Kevin’s own research explores how domestic spaces impacted upon the production and reproduction of masculinities in the post war period (c.1945 – 1966). Although this work focuses on a different time period to ‘Black Bloomsbury’, (1945-1966 rather than 1918-1948), he has drawn upon common themes running through both eras, including space and identity, and methodologies of how historians perceive and ‘see’ into the past. For a more detailed analysis of his research and its links to the ‘Black Bloomsbury’ exhibition, please see his article ‘Engaging with Black Bloomsbury’, published on the Student Engagers website here.
Curious to hear more about his work and the way he thinks up – and thinks about – the nature of his events with the Art Museum, I asked him a few questions.
What have been the highlights and challenges of the events you have done so far?
One of the key challenges I faced is how best to discuss histories that are not located in the distant past. Whether I was discussing London in the 1940s or the interwar period, I never wished to seem as if I was there to ‘tell’ people about history or present an objective account. This was particularly the case when discussing events in the postwar period, where many people have their own personal experiences of these decades.

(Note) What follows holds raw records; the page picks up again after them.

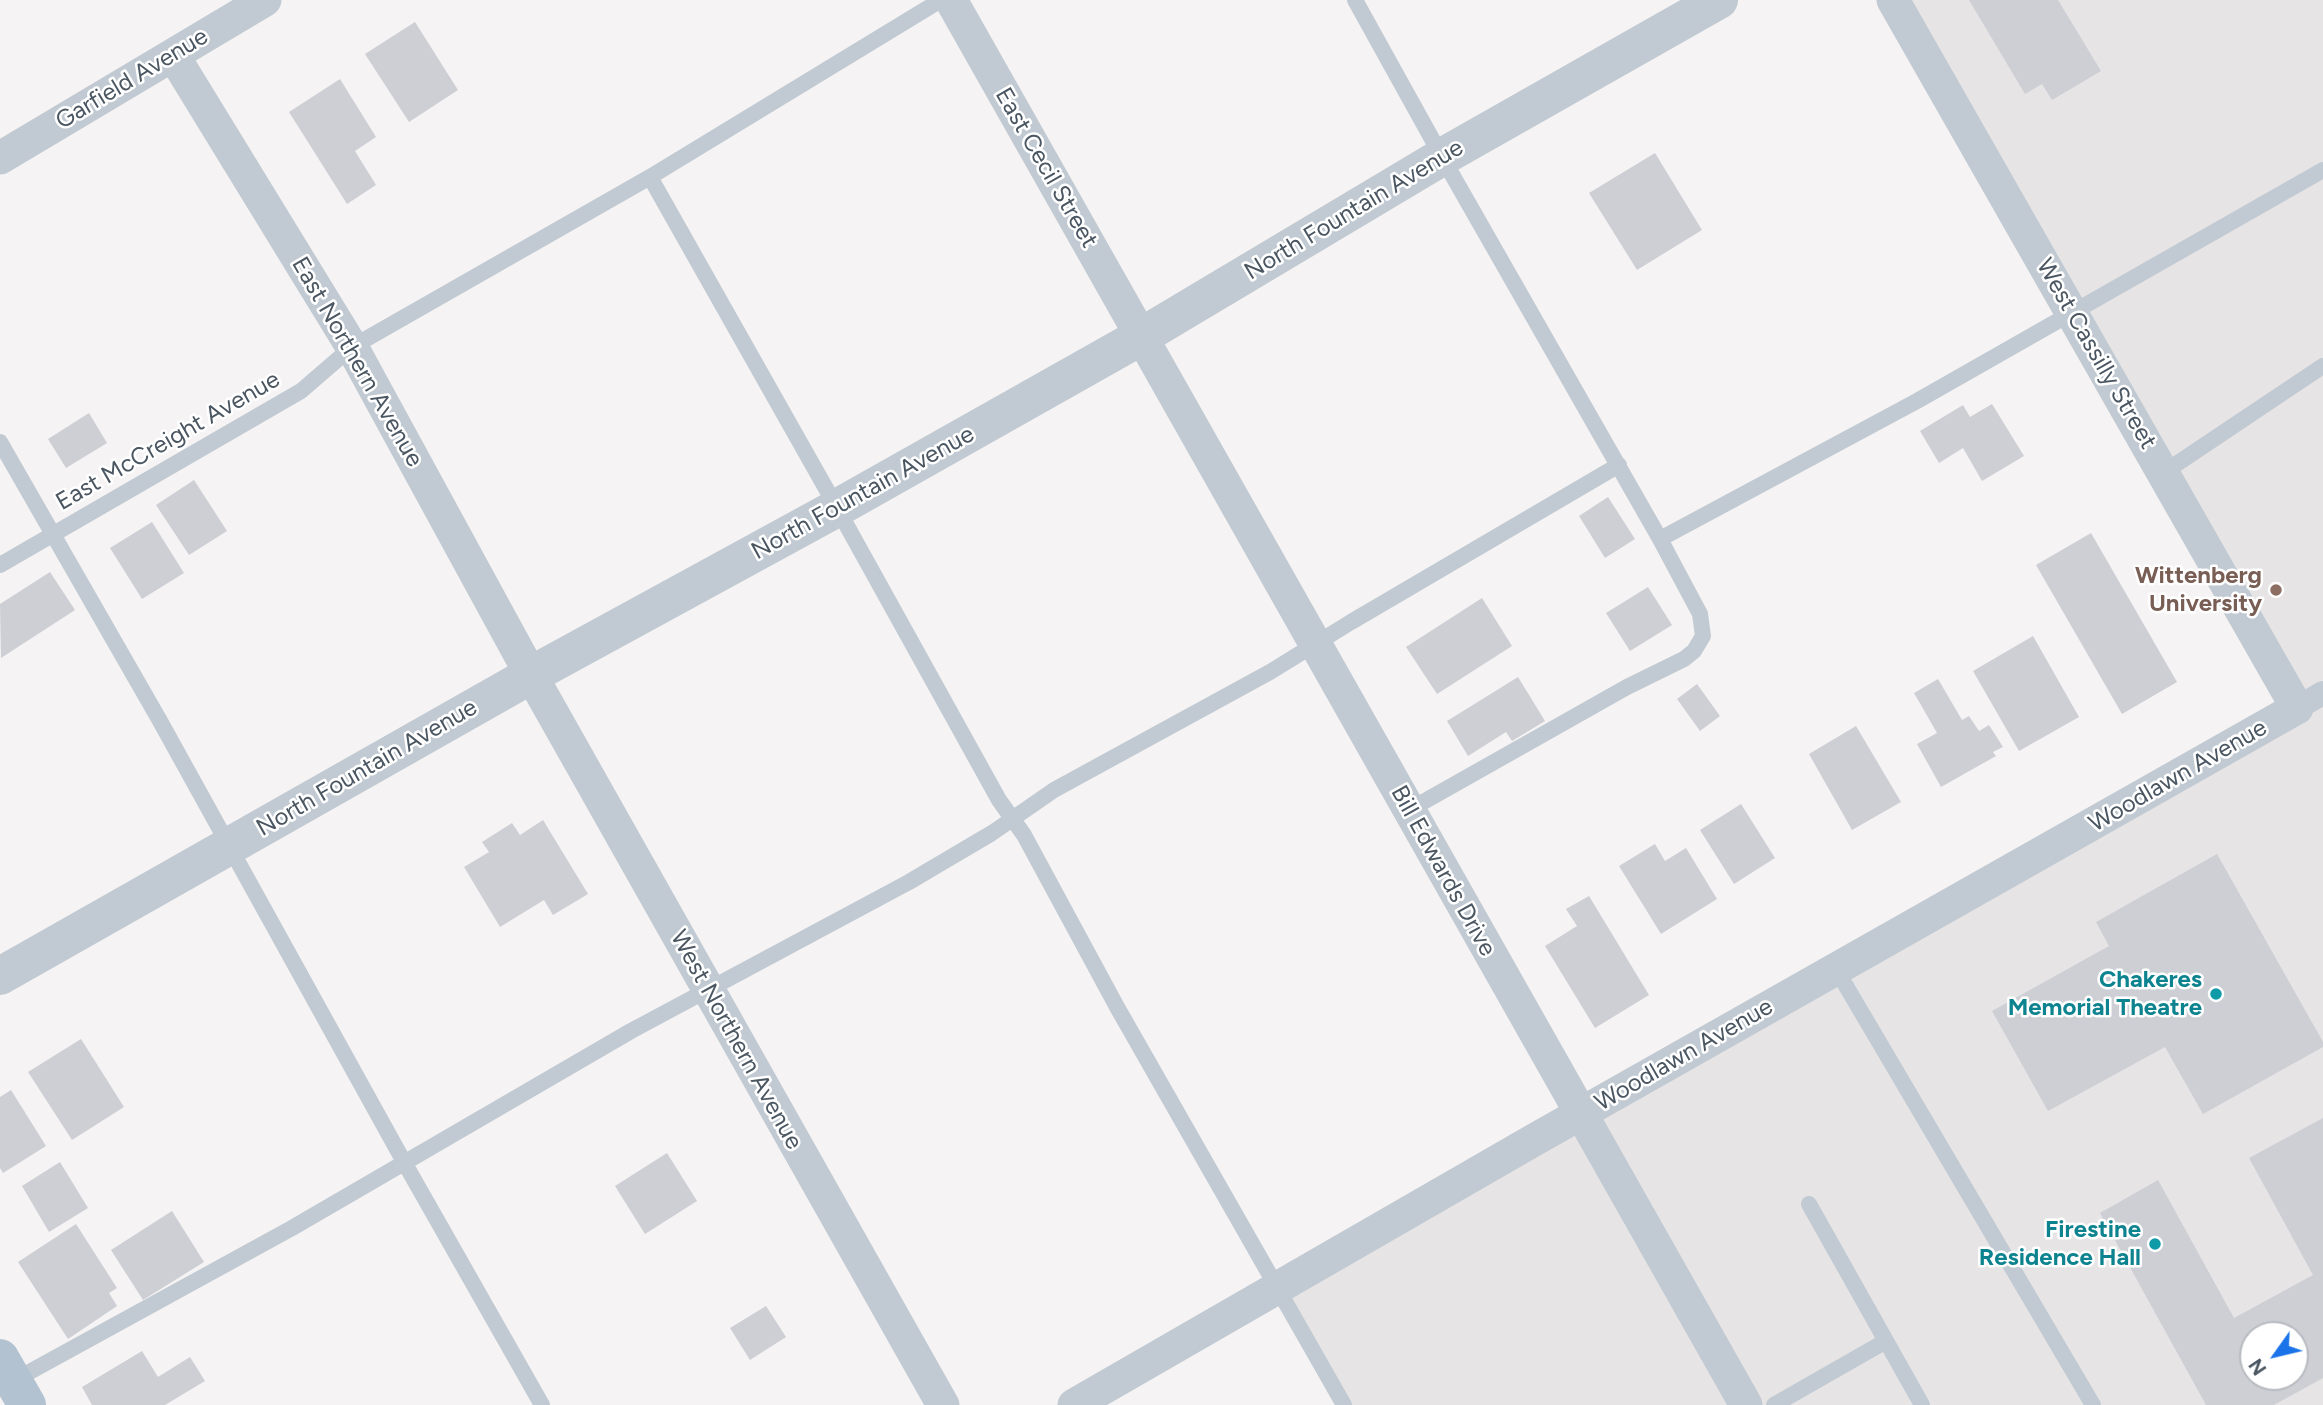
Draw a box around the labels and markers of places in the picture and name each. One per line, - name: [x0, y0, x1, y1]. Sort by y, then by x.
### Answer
- place label: Wittenberg University: [2135, 562, 2262, 618]
- marker: Wittenberg University: [2268, 582, 2284, 598]
- place label: Chakeres Memorial Theatre: [2008, 966, 2202, 1022]
- marker: Chakeres Memorial Theatre: [2208, 986, 2224, 1002]
- place label: Firestine Residence Hall: [1979, 1216, 2141, 1272]
- marker: Firestine Residence Hall: [2147, 1236, 2163, 1252]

The former Paramount Dance Hall on Tottenham Court Road was a particular highlight on the walking tour. This venue holds such a rich social history for relations between races, cultures and nationalities and was located on UCL’s doorstep (across from Warren Street tube station).
What particularly stood out for you during the walking tour around Bloomsbury?
What stood out for me about the Black Bloomsbury walking tour was the presentation of a new or alternative history of the area. Many of the people attending the events or visiting the exhibition commonly associated the area with Virginia Woolf and the Bloomsbury Set, it was great to be able to offer an additional story of the area.
Have these events led you down unexpected paths in your own research? What have you learnt from them?
These events have reminded me of the value of escaping the library and archive and speaking with people about my research. People’s memories are a rich source of historical information and events of this kind have presented me with new leads to explore, allowed me to meet people involved in similar research and invitations to speak at other events.
Do you have plans for another event soon, and if so, what are your ideas so far?
I do not currently have any plans for any similar events in 2014.
Helen Cobby is a volunteer at UCL Art Museum and is studying an MA in The History of Art at UCL.